The good news: it looks like PstI-MspI GBS offers substantial benefits over PstI alone, even without depleting high copy fragments. Marco’s DSN protocol may improve things further, and we have a trial sequencing library running now.
I sequenced two libraries of an intraspecific F2 cross within H. argophyllus: 95 individuals (and one blank) each on one lane (85 and 79G of raw sequencing data). I compared these data to two interspecific F1 libraries (GregO’s H. bolanderi cross, which includes 132G or 2 lanes of sequencing for 96 individuals, although one lane had very poor results, and Kate’s H. neglectus cross, with 93 individuals in 1 lane or 75G). I expected the F1 interspecific populations to contain more SNPs (from fixed differences in the parent species) than my intraspecific cross, making this potentially a conservative comparison. My libraries contained a few non-F2 (e.g. parental population) individuals, so it’s possible that I should expect more SNPs due to that.

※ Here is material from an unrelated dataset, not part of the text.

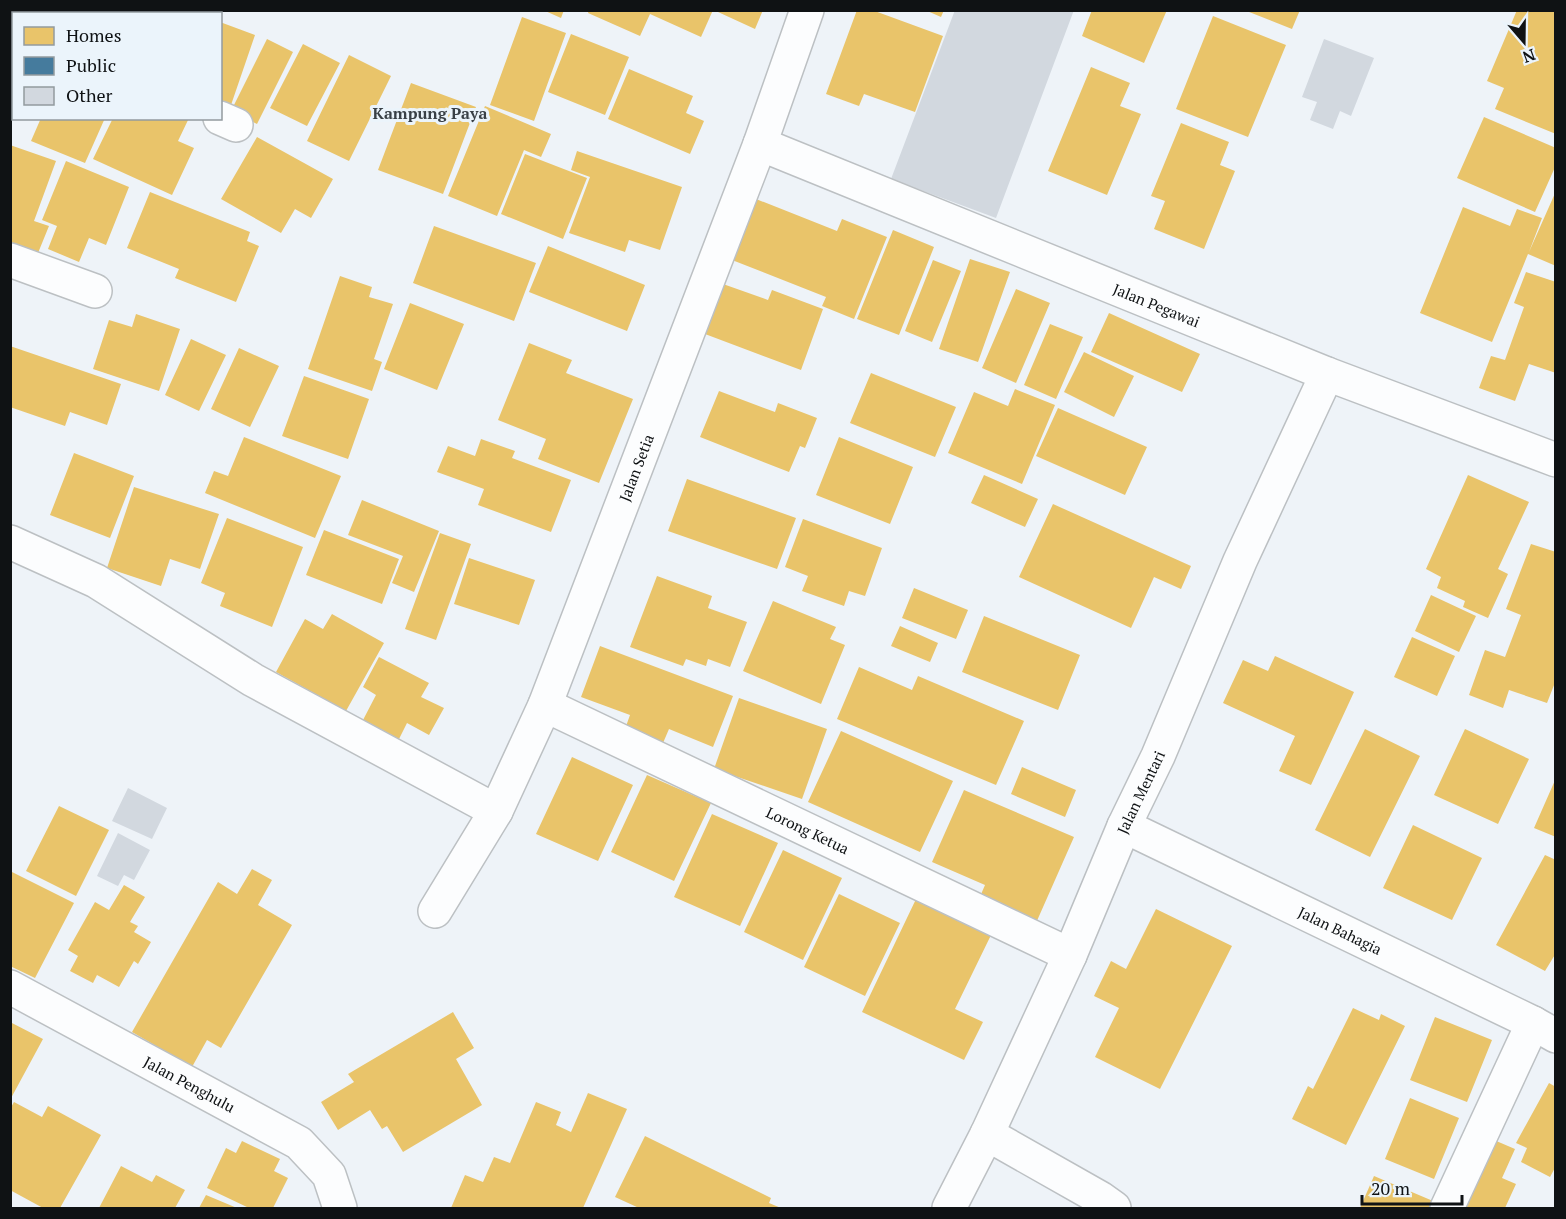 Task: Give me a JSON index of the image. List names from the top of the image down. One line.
{"streets":{"street":["Jalan Pegawai","Jalan Setia","Jalan Mentari","Lorong Ketua","Jalan Bahagia","Jalan Penghulu"]},"crossings":[["Jalan Pegawai","Jalan Setia"],["Jalan Pegawai","Jalan Mentari"],["Jalan Setia","Lorong Ketua"],["Jalan Mentari","Lorong Ketua"],["Jalan Mentari","Jalan Bahagia"]],"districts":["Kampung Paya"],"legend":["Homes","Public","Other"],"scale_bar":"20 m","north":"bottom"}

First, I used uneak to call SNPs in each library using the same filters and using both paired ends (via GregB’s “trick uneak” script). I used uneak because it is fast and de novo, so unbiased by divergence from aligning to a reference. The results:
Arg7 F2: 47995 SNPs
Arg8 F2: 48528 SNPs
Bol2 F1: 17662 SNPs
Neg1 F1: 4518 SNPs
The low number of SNPs in Kate’s library is likely an artefact of the higher divergence between H. annuus and H. neglectus. uneak can’t handle more than two alleles (but GregB’s soUneak can!), so it’s likely that a lot of good tags might have been thrown out for representing three alleles. This could be substantially reducing the number of called SNPs in either of the intraspecific crosses, although there is much less divergence between H. annuus and H. bolanderi than with H. neglectus. Nevertheless, the difference in SNP # between GregO’s H. bolanderi F1 library and mine is substantial, and on the order predicted by the increased number of fragments from the PstI-MspI in silico digestions.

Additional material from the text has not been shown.